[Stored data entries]
+===+

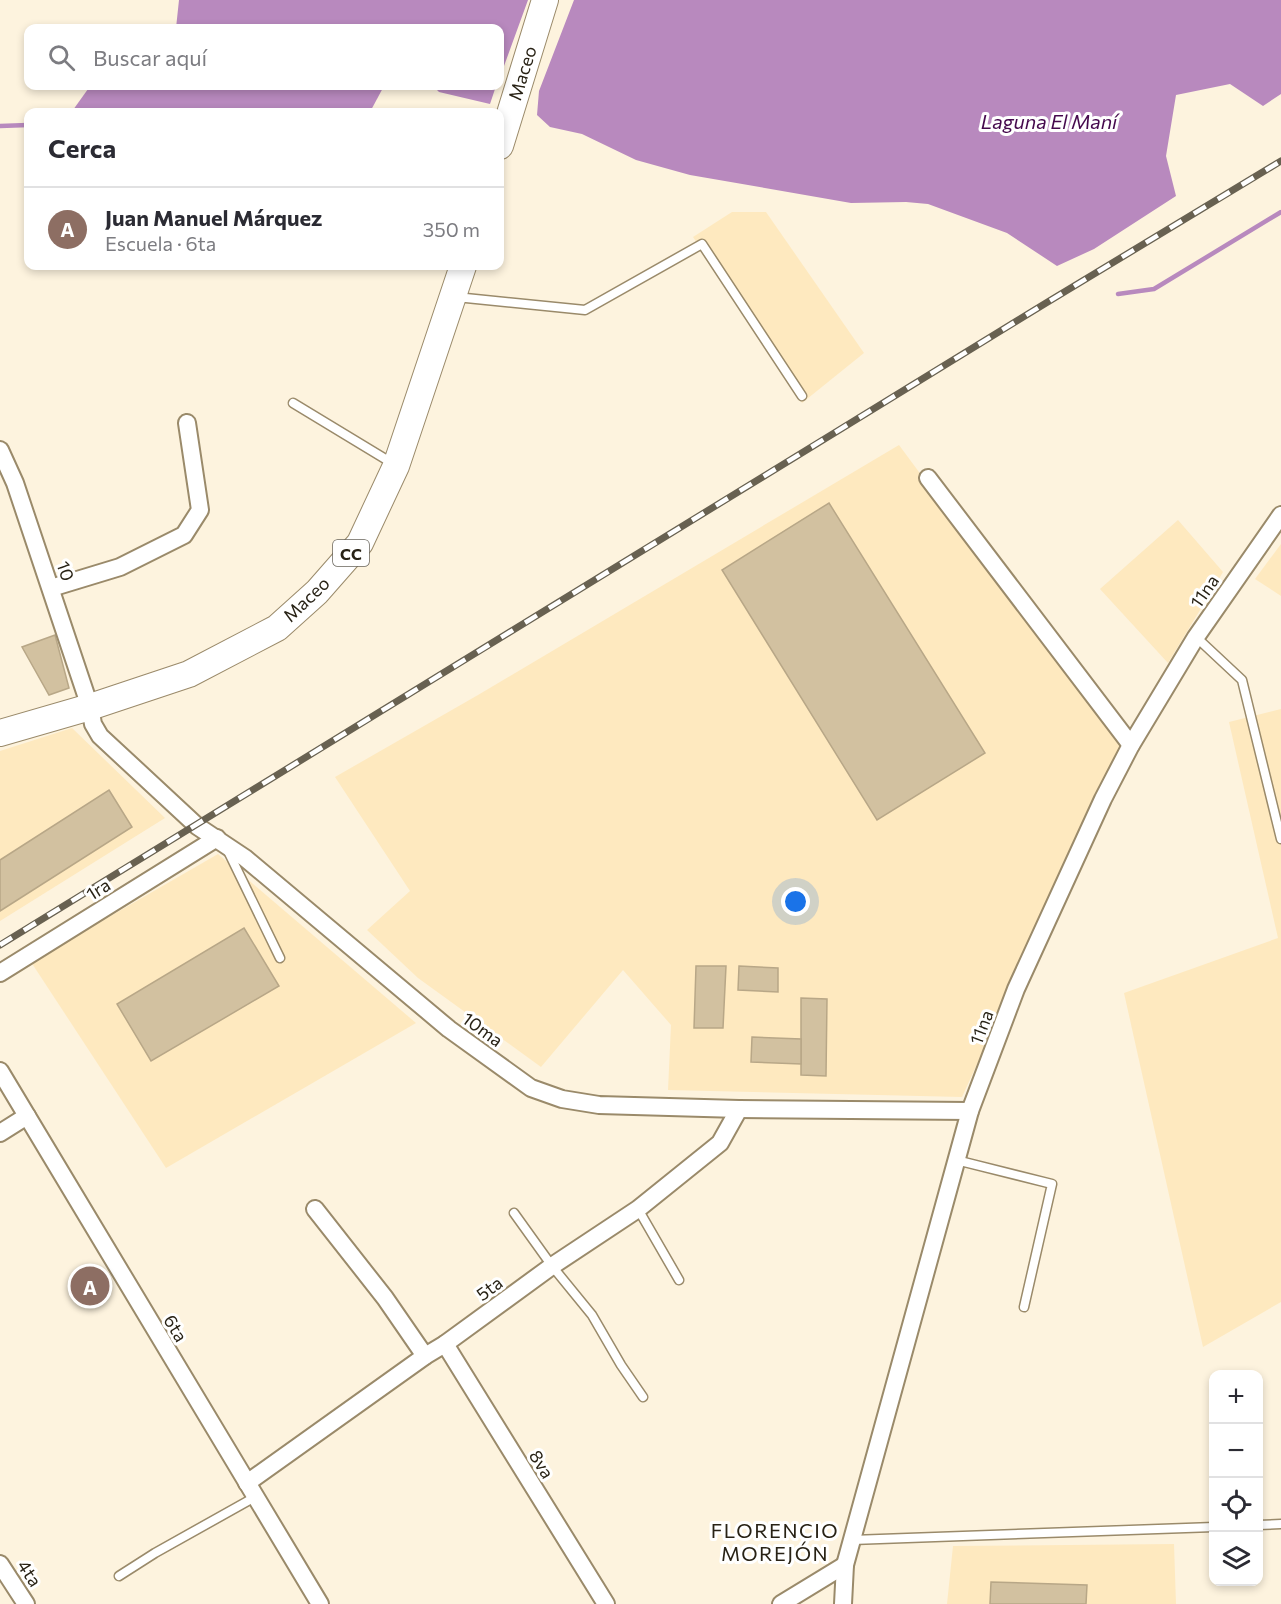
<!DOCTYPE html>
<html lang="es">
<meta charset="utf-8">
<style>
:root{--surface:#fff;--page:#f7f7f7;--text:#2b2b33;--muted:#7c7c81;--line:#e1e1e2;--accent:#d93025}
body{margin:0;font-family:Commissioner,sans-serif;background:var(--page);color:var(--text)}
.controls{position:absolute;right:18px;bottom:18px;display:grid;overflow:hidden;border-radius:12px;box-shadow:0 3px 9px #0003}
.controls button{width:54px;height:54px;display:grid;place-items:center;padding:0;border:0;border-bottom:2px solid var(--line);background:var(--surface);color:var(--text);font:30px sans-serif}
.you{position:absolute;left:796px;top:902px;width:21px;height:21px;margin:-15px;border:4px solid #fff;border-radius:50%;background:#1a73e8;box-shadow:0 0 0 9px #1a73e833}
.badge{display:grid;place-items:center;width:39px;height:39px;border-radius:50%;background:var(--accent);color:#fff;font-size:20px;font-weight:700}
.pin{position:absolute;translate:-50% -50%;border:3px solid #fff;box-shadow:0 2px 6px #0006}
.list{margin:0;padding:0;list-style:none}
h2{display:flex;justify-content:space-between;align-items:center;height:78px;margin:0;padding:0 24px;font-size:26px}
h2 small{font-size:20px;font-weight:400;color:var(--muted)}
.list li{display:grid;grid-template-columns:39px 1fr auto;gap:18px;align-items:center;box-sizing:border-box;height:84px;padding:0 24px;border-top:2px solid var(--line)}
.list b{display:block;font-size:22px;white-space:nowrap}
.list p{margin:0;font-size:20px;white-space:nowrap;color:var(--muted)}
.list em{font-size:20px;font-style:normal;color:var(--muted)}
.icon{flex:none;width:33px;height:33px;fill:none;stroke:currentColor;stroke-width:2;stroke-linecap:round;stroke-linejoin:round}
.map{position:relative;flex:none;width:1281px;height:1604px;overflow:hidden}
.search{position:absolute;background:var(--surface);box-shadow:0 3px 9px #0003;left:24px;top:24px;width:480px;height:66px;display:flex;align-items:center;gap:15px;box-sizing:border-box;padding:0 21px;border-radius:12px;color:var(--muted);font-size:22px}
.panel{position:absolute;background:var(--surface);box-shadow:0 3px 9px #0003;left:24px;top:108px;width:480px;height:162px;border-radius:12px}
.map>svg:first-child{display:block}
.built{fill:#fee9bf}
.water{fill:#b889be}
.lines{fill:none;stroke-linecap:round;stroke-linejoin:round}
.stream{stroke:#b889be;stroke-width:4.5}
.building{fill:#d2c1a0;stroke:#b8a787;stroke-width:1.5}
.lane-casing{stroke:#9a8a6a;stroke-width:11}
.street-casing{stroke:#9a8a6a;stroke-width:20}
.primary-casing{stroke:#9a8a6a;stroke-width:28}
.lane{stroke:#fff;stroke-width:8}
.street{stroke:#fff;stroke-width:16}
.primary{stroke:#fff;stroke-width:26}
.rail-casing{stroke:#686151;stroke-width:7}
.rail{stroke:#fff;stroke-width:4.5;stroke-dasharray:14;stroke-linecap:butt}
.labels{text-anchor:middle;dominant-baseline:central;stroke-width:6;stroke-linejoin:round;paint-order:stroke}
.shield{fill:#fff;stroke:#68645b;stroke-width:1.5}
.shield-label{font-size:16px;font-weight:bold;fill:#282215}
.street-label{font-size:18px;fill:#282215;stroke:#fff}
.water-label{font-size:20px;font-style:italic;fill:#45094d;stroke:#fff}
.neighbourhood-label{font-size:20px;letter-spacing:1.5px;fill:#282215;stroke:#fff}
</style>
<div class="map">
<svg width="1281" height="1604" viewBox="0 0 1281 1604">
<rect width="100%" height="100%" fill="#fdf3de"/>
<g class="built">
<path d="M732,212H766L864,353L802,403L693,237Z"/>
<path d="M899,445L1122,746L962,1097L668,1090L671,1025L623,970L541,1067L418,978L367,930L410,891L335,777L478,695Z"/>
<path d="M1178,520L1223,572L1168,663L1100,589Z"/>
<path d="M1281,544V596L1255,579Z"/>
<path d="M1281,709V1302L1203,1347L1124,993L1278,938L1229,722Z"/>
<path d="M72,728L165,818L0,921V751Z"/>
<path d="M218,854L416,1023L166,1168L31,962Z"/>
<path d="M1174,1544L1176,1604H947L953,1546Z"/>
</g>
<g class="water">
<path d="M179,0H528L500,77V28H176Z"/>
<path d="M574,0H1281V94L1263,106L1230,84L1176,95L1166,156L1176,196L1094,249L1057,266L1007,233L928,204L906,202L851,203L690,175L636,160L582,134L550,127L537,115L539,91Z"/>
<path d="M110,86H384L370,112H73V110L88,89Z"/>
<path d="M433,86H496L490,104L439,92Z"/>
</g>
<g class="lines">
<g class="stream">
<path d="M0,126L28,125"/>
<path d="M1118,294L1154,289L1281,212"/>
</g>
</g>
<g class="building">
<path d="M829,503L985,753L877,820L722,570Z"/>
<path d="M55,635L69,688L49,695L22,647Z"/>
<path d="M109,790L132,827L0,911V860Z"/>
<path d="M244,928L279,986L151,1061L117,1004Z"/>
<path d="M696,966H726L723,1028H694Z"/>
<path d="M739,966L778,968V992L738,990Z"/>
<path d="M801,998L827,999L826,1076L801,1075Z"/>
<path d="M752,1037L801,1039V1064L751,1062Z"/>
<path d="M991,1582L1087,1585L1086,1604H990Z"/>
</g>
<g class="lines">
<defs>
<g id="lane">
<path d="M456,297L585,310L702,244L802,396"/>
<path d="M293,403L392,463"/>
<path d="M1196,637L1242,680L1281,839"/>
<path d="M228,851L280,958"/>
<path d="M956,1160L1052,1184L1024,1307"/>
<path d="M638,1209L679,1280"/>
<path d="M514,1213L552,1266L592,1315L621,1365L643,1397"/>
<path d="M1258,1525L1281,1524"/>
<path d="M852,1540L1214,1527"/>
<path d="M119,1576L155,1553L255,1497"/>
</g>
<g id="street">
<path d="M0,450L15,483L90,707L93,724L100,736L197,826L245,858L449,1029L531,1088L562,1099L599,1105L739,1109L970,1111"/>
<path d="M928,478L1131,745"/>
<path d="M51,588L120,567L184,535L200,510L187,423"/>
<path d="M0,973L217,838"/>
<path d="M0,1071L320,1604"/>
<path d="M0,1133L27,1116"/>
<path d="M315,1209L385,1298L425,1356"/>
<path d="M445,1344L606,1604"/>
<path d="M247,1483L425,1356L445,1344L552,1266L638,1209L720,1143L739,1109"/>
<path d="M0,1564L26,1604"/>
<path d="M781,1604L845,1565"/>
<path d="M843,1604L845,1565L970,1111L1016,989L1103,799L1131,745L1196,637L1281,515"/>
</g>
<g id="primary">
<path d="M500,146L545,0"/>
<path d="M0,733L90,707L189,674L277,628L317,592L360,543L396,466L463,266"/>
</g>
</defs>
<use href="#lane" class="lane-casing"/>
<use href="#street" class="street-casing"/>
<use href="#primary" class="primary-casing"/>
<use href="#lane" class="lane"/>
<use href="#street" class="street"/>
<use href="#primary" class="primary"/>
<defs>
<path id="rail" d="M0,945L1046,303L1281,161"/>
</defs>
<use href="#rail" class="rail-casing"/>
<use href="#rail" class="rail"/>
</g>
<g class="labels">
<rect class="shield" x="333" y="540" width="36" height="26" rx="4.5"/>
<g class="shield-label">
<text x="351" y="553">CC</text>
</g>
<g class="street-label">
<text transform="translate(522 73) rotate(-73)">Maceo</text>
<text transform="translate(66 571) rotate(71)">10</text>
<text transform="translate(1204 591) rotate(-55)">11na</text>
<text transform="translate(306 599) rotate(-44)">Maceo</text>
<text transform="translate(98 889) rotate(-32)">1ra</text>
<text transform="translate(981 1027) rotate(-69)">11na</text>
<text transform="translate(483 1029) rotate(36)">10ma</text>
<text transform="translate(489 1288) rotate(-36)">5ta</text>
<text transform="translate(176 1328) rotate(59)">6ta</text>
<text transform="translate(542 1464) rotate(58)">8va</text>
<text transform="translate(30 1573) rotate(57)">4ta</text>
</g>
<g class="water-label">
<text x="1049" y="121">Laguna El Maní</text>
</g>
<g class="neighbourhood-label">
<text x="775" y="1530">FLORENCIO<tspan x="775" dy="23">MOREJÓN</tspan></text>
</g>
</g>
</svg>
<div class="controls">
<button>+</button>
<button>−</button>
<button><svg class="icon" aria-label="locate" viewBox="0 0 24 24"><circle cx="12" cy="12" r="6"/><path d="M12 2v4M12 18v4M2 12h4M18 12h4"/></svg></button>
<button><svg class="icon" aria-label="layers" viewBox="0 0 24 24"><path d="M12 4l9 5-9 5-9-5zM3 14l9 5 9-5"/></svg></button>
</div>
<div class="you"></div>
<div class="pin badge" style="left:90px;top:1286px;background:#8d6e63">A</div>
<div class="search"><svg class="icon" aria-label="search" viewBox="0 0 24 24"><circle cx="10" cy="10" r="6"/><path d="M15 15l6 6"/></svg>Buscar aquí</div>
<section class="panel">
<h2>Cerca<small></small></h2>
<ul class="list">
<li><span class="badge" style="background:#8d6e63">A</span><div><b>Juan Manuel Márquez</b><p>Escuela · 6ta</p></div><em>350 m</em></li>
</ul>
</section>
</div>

+===+

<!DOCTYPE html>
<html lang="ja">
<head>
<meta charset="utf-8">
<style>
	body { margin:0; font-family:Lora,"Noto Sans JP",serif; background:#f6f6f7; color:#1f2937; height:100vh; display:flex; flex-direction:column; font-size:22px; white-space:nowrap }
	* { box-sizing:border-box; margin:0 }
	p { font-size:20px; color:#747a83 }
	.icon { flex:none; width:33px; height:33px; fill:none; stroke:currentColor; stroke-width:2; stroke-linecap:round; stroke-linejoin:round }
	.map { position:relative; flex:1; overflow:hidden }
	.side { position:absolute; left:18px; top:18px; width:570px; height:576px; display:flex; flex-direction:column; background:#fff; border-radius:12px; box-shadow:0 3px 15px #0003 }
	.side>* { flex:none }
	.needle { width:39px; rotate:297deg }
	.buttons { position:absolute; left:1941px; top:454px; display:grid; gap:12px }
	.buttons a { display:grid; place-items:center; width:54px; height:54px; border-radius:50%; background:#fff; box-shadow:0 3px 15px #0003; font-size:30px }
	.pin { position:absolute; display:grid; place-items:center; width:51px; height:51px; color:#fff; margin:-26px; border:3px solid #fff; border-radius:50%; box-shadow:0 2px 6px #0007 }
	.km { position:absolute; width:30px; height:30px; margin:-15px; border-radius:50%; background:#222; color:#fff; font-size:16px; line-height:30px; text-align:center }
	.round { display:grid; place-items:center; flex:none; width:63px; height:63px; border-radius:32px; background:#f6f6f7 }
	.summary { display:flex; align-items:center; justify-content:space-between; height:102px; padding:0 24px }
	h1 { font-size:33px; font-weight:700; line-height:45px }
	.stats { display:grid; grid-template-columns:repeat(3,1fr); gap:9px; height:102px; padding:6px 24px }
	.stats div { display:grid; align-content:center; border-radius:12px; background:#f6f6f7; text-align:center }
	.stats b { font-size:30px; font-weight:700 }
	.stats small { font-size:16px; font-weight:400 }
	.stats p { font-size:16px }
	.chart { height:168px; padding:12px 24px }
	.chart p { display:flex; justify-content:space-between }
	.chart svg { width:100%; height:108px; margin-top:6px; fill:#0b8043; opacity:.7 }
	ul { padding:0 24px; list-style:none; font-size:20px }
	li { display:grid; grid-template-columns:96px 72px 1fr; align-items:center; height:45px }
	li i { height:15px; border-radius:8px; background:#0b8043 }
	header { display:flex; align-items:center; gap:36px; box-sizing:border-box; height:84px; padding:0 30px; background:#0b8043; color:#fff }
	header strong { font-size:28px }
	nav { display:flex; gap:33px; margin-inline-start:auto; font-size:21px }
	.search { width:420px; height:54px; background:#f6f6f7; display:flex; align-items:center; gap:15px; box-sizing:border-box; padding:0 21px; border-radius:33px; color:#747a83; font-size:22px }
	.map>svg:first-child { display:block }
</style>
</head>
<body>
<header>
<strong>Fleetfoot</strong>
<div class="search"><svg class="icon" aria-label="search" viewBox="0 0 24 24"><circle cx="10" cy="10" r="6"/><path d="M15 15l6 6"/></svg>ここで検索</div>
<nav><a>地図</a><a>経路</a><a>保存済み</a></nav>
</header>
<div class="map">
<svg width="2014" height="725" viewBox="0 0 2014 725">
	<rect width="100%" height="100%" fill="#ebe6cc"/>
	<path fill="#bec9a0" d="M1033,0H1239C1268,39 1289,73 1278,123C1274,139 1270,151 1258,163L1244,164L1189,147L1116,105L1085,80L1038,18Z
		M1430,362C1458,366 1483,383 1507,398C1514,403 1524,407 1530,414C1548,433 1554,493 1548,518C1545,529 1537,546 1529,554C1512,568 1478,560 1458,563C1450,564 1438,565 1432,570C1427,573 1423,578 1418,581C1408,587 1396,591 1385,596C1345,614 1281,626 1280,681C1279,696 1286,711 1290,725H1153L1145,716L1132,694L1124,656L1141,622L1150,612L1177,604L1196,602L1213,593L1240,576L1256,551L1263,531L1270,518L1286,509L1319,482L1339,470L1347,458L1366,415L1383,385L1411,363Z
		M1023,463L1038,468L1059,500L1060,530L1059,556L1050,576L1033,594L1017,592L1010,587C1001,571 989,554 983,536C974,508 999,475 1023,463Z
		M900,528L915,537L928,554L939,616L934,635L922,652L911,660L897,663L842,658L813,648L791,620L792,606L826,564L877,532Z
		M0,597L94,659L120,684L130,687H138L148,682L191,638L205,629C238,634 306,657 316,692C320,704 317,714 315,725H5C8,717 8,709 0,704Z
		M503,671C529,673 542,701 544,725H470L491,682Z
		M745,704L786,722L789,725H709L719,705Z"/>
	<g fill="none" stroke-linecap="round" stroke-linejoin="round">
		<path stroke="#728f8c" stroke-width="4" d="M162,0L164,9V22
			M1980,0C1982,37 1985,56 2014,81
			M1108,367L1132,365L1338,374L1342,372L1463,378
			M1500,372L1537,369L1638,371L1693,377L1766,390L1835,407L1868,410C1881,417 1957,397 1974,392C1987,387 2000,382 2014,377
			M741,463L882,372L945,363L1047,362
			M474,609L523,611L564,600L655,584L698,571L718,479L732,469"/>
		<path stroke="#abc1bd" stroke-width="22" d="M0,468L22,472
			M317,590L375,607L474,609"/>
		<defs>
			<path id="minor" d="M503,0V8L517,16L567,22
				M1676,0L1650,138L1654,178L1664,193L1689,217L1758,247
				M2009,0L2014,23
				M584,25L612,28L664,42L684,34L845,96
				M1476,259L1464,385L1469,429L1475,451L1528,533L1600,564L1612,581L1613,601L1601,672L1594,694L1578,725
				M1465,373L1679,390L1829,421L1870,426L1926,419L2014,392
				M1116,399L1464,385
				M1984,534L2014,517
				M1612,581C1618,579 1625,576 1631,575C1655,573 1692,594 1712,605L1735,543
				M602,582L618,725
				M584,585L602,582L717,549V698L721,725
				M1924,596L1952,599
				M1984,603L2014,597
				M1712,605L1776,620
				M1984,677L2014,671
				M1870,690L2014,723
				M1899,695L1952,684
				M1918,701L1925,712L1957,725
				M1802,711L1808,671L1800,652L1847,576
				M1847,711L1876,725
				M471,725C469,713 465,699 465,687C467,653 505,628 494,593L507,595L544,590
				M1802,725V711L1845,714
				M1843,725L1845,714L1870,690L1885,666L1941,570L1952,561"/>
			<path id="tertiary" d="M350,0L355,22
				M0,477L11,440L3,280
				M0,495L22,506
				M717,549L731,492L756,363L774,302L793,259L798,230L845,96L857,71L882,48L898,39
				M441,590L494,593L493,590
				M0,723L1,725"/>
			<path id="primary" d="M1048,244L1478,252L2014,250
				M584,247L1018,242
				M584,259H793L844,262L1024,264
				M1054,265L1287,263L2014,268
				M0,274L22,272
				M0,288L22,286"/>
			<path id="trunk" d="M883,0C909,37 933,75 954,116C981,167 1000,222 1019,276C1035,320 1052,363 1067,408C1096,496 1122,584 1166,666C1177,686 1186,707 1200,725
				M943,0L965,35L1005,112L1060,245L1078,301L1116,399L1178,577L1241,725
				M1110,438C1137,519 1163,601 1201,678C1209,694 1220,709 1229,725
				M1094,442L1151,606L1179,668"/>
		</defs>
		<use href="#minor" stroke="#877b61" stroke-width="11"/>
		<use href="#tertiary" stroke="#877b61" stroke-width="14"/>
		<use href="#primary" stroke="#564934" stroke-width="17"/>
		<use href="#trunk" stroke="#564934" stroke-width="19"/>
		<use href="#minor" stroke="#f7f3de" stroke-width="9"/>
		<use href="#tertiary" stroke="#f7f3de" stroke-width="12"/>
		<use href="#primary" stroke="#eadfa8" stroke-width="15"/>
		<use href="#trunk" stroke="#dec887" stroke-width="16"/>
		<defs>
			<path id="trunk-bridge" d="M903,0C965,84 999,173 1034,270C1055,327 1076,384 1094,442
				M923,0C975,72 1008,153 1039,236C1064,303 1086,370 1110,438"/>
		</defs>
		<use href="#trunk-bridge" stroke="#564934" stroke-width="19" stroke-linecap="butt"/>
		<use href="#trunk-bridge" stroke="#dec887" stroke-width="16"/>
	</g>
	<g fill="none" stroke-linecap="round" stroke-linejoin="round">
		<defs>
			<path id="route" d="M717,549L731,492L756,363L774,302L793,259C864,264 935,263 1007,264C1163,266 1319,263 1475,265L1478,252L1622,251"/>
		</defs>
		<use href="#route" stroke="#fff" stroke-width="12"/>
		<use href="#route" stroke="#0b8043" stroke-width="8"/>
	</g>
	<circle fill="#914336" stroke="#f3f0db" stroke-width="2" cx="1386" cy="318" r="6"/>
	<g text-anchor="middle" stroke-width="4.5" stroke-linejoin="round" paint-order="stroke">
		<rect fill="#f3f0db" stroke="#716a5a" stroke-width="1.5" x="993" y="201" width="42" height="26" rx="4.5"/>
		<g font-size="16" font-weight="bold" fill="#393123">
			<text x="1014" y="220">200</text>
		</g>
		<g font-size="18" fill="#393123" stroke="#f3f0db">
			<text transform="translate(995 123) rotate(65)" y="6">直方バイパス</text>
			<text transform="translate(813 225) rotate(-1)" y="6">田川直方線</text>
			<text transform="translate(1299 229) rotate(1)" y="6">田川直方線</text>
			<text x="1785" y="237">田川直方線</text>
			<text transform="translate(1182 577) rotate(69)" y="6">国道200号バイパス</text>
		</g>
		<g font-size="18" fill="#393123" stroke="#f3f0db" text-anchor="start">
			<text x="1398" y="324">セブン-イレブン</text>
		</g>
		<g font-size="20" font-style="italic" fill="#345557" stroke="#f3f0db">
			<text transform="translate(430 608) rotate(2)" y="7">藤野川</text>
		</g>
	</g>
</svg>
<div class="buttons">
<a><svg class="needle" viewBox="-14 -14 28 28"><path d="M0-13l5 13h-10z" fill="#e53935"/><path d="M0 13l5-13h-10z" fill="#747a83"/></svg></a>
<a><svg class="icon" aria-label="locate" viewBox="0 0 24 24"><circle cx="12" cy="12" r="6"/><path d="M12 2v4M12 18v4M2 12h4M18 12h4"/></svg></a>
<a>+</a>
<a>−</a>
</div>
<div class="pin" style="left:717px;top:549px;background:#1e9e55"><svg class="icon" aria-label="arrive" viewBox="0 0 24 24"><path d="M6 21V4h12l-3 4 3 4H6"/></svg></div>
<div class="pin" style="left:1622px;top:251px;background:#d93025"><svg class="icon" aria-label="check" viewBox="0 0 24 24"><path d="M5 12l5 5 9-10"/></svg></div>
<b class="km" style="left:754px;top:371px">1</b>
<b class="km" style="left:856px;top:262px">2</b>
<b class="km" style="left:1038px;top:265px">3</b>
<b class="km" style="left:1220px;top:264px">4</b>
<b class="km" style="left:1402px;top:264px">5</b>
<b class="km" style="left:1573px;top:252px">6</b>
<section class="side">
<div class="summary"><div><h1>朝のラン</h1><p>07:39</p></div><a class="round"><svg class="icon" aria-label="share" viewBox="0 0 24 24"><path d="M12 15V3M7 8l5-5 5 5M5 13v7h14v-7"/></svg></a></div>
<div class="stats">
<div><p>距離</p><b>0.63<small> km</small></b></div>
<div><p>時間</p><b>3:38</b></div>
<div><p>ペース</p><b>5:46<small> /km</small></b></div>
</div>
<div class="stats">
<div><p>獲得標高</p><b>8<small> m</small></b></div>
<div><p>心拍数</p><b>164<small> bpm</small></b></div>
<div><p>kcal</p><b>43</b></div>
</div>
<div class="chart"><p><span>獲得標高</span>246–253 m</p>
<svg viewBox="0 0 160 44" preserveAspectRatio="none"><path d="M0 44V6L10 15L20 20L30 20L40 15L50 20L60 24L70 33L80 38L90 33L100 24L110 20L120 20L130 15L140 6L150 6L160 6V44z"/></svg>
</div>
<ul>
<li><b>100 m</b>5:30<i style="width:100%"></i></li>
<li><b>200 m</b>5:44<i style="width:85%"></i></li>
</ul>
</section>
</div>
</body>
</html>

+===+

Aim of the task: Identify the lines above with the word "bottom". Copy them.

Answer to the problem:
.controls{position:absolute;right:18px;bottom:18px;display:grid;overflow:hidden;border-radius:12px;box-shadow:0 3px 9px #0003}
.controls button{width:54px;height:54px;display:grid;place-items:center;padding:0;border:0;border-bottom:2px solid var(--line);background:var(--surface);color:var(--text);font:30px sans-serif}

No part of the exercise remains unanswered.